Etiologic Relationships between Vitamin C and Periodontal Disease
- Low levels of ascorbic acid inflence the metabolism of collagen within the periodontium, thereby affecting the ability of the tissue to regenerate and repair by itself.
- It interferes with bone formation leading to the loss of the alveolar bone.
- Increases the permeability of oral mucosa to tritiated endotoxin and inulin.
- Increased levels of ascorbic acid enhances both the chemotactic and migratory action of leukocytes without influencing phagocytic activity.
- Depletion of vitamin C may interfere with the ecologic equilibrium of bacteria in plaque and increases its pathogenicity.
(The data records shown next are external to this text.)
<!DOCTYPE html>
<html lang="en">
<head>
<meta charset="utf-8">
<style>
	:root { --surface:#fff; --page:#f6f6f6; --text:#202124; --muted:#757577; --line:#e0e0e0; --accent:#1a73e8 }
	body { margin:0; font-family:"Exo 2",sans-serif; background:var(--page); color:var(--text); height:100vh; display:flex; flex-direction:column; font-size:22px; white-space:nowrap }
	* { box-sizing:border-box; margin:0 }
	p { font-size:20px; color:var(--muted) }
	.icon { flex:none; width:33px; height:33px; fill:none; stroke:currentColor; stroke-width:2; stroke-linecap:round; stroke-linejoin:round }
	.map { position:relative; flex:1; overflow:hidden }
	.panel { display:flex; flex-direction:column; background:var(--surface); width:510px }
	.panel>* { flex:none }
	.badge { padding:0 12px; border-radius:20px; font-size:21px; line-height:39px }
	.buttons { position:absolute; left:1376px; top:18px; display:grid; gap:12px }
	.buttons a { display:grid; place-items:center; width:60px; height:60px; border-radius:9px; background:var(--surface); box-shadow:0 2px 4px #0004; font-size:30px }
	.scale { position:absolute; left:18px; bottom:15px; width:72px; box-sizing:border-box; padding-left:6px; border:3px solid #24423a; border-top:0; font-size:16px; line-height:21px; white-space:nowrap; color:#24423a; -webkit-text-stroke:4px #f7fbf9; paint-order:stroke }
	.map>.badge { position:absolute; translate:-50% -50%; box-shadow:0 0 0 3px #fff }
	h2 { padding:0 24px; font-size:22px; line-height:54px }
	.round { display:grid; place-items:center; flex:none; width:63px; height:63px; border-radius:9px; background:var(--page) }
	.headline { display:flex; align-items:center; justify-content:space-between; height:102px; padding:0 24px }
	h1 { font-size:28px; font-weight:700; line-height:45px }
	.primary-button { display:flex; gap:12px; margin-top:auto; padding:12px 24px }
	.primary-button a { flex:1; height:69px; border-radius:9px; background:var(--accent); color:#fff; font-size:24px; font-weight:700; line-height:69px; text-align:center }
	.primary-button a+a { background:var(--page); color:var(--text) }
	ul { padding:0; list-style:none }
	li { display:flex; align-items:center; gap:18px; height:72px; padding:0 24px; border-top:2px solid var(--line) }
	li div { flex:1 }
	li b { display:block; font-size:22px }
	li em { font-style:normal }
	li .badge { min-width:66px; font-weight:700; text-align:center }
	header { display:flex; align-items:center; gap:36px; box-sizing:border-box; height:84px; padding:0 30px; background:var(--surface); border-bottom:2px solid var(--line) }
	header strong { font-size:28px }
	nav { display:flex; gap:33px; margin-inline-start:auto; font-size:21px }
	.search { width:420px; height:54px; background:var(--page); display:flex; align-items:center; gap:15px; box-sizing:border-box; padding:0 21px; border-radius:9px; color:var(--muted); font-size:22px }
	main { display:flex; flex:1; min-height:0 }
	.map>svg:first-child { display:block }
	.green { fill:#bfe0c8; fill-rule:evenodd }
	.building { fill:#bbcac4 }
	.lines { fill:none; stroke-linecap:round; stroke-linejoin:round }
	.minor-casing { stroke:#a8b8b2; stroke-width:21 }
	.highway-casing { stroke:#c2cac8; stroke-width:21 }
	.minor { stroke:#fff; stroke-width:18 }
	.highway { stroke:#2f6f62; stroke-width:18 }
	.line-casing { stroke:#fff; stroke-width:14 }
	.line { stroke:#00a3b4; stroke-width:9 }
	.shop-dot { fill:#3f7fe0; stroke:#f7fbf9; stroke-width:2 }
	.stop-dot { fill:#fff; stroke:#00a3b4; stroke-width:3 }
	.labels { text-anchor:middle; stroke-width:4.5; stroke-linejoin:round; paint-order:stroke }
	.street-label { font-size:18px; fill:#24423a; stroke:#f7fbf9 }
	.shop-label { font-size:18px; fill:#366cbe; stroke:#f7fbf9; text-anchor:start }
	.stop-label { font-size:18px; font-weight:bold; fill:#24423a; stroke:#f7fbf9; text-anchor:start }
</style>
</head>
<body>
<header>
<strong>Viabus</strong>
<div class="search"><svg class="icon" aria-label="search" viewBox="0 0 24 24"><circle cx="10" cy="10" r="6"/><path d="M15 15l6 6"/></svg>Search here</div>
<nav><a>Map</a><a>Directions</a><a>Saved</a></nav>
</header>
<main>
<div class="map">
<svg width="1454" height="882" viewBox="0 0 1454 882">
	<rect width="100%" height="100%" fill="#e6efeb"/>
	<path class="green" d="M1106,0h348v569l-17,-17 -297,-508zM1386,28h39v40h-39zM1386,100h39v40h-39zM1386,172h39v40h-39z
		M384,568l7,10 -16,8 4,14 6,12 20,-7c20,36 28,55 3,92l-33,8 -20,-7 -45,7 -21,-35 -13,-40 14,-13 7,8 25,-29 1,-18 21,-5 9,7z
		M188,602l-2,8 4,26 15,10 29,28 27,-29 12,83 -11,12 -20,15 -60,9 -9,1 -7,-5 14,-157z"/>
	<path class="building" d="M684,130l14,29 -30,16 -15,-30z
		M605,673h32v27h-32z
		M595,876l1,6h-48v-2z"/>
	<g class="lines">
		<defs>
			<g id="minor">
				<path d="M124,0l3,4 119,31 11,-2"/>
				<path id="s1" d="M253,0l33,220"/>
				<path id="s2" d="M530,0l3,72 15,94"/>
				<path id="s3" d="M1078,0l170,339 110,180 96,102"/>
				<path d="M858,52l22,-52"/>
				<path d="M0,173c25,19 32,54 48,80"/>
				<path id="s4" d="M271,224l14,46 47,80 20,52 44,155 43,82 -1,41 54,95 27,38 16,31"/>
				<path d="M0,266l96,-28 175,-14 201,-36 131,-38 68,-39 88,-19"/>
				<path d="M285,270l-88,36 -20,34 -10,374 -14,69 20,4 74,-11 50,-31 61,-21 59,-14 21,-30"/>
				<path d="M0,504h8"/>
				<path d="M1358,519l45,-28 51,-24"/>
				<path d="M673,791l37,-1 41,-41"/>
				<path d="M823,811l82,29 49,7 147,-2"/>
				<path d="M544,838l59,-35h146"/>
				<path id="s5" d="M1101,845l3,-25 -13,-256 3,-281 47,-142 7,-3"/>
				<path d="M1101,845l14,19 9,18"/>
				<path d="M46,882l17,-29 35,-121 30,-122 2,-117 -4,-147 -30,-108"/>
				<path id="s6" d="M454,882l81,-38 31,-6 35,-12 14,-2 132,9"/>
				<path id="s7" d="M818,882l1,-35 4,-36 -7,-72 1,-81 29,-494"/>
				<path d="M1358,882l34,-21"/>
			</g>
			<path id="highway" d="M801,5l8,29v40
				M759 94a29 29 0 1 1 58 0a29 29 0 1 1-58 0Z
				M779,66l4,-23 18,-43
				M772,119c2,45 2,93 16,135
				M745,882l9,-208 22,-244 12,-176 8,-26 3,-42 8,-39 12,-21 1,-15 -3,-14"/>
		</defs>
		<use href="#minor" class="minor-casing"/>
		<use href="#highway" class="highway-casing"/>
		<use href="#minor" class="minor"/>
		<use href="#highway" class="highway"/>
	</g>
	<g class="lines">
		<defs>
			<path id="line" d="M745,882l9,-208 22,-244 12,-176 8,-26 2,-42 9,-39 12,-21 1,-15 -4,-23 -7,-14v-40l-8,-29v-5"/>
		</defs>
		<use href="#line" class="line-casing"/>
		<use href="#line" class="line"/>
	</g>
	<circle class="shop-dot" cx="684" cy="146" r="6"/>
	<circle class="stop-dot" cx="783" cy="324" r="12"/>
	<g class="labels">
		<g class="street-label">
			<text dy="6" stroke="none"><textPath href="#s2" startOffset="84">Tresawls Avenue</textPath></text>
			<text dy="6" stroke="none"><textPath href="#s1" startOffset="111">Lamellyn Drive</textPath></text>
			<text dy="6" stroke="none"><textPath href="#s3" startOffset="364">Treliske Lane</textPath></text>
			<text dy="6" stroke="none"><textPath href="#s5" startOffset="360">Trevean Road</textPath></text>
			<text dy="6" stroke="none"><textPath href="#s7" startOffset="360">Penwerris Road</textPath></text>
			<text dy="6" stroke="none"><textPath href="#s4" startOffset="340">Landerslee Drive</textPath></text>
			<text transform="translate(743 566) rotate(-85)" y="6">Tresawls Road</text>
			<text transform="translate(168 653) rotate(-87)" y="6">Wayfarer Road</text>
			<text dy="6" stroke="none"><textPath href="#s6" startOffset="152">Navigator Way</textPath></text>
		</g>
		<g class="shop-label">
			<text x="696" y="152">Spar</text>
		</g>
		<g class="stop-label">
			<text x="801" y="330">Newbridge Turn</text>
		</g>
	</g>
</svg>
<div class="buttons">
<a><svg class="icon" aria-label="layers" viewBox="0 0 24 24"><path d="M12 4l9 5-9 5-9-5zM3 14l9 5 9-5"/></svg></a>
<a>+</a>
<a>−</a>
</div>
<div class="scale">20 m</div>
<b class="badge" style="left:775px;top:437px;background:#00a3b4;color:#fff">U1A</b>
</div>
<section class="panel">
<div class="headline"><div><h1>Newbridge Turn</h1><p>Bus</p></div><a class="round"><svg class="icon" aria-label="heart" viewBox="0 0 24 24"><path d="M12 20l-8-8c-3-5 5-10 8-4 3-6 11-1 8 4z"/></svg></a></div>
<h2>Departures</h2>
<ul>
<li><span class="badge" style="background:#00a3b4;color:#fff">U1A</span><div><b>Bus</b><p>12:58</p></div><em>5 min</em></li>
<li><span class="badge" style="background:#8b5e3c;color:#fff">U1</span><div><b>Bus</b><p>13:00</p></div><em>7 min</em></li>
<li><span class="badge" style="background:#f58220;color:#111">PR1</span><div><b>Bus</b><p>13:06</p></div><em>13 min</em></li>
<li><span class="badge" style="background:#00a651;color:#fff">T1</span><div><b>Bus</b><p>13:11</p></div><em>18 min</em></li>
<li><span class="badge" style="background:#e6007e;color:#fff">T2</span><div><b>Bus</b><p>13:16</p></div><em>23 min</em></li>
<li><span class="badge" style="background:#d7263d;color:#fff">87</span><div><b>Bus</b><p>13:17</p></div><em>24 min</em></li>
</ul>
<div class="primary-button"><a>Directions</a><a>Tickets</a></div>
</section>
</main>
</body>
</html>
Periodontal Features of Scurvy
- The oral symptoms are that of chronic gingivitis which can involve the free gingiva, attached gingiva and alveolar mucosa.
- In severe cases, the gingiva becomes brilliant-red, tender and grossly swollen. The spongy tissues are extremely hyperemic and bleed spontaneously.
- In long-standing cases, the tissues attain a dark blue or purple hue.
- Alveolar bone resorption with increased tooth mobility has also been reported.
Gingival Enlargement Causes
Question 7. Write short note on vitamin C gingivitis.
Answer. Vitamin C gingivitis occurs due to the deficiency of vitamin C which is also known as scorbutic gingivitis.
- Deficiency of vitamin C modify response of gingiva to plaque to an extent that the persisting inflammation become exaggerated.
- In this, the interdental and marginal gingiva becomes bright red, swollen, smooth and shiny surface.
- In this, hemorrhage either occurs spontaneously or on slight provocation.
- In fully developed scurvy gingiva become boggy, ulcerated and bleeds easily.